Sybil watched quietly as Tom finished the rest of his stew, and she smiled softly as he looked up.
"That assassination attempt at Phoenix Park, is that why you came home so late last night?" she asked, swallowing nervously.
Her mind had reeled with worry the night before, when she had finished dinner, and got dressed for bed without any sign of Tom. Only when she had been about to put her coat on and go outside, had he stormed through the front door, cursing the snow storm outside.
"Yes," Tom replied, taking Sybil's plate to put on top of his own, "Connelly didn't let anyone go until everything was settled and we knew if there were any casualties."
Last night, both of them had been so tired from worry and exhaustion, that Tom had simply muttered work against her lips as he leaned further into their kiss, and they had gone to sleep before the last glim of the candle had faded away.
"There was one, wasn't there?" Sybil asked, the lump in her throat almost choking her, "I didn't have the time to sit down and read the paper yet."
"One, yes. A few injured, and the British General they were going to assassinate survived. It was an IRA volunteer who was killed."
Tom's voice sounded indifferent, factual, and Sybil suspected he had repeated every detail of what had happened a dozen times until long after sunset yesterday.
She sighed, eyeing the weathered wooden table.

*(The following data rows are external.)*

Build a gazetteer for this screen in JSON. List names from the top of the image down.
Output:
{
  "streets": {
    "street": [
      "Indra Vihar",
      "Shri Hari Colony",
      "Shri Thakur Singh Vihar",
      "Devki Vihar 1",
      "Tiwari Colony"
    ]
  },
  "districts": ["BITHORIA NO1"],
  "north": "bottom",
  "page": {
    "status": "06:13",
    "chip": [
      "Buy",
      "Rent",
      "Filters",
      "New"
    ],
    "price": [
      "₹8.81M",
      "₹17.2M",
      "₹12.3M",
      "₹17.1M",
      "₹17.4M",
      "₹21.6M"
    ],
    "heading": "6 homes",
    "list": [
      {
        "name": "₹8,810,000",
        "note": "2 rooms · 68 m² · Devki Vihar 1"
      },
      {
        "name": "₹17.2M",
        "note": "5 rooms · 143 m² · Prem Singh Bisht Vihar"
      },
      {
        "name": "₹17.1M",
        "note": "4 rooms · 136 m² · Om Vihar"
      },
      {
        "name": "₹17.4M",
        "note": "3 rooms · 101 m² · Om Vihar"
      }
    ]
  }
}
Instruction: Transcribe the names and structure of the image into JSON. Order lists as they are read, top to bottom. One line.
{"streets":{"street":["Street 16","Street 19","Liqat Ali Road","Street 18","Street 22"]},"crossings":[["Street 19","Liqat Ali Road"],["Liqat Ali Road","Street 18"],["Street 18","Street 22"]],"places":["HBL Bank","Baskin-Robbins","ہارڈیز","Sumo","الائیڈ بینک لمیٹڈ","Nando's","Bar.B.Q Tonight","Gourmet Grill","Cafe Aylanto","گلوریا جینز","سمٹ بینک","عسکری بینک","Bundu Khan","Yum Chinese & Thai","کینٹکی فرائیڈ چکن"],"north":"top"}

"What is it?" Tom asked, and Sybil hesitated shortly, contemplating whether what was going through her mind was of enough substance to speak out loud.

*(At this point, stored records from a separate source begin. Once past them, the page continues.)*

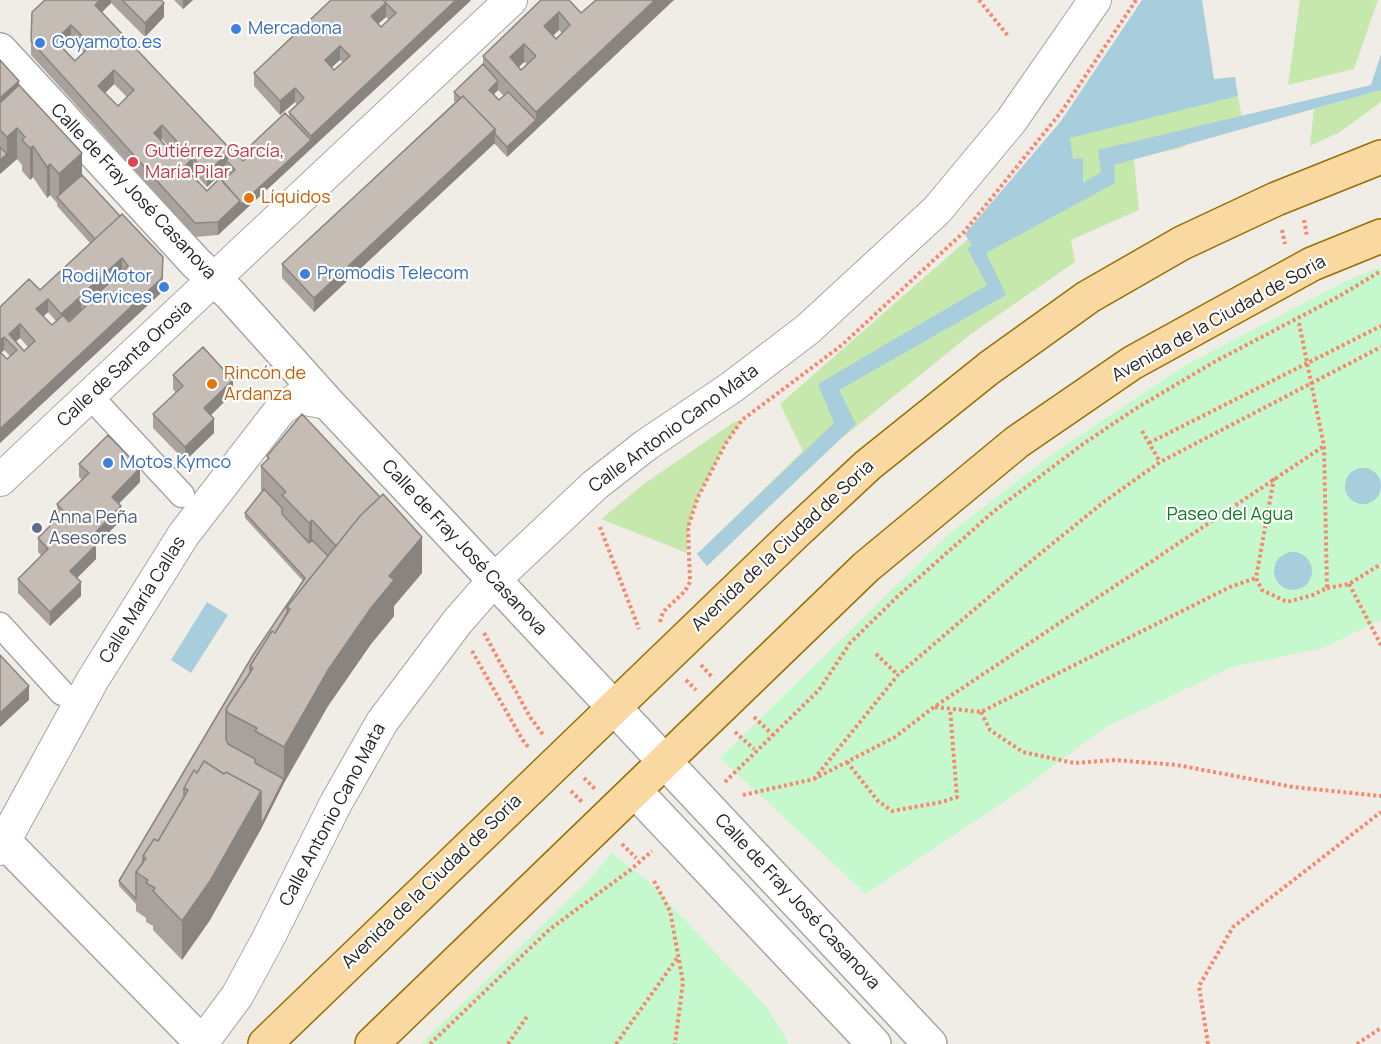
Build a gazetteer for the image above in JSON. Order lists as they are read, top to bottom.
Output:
{
  "streets": {
    "main road": ["Avenida de la Ciudad de Soria"],
    "street": [
      "Calle de Fray José Casanova",
      "Calle de Santa Orosia",
      "Calle Antonio Cano Mata",
      "Calle María Callas"
    ]
  },
  "crossings": [
    ["Calle de Fray José Casanova", "Avenida de la Ciudad de Soria"],
    ["Calle de Fray José Casanova", "Calle de Santa Orosia"],
    ["Calle de Fray José Casanova", "Calle Antonio Cano Mata"],
    ["Calle de Fray José Casanova", "Calle María Callas"]
  ],
  "parks": ["Paseo del Agua"],
  "places": [
    "Mercadona",
    "Goyamoto.es",
    "Gutiérrez García, María Pilar",
    "Líquidos",
    "Promodis Telecom",
    "Rodi Motor Services",
    "Rincón de Ardanza",
    "Motos Kymco",
    "Anna Peña Asesores"
  ]
}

"Whenever I heard about these incidents, or see someone being arrested, or anything like that... I just can't help but imagine what might happen to Sean."
"Sean is not in the IRA, Sybil," Tom said firmly, and Sybil felt confirmed in her suspicion that this conversation might wake the protectiveness that Tom felt towards is cousin.
"Are you sure?" she asked, looking up with a dead-serious expression on her face.
Tom stared back at her, forehead wrinkled, deep in thought. He never answered her, and his silence gave Sybil all the answers she had feared.
"And then I imagine you," she murmured, kneading her hands in her lap.
"Me? Sybil, you know I would never-"
"I know, Tom," she interrupted him, holding up her palm to silence him, "Of course I know you're not a part of that, and that you have different ways of reaching your goal. But I still imagine, that... You said the other day that, had you never come to England, you might think just like Sean."
They both silently recalled the conversation, and as the minutes passed by on their own accord, Tom reached across the table to take Sybil's hand, his fingertip tracing the line of her wedding band.
"I wouldn't have joined, one way or another," he reassured her, remembering how much his life had changed since he had met Sybil, how much better it had become, what other goals she had offered him, "I won't deny that I understand their reasoning, but what they do, they are taking it too far. And further each day."
"I'm only worrying, that you'll get caught up in the middle of it one day."
They look at each other for a long time, gaze never breaking, both plagued by the exact same, achingly exhausting fear.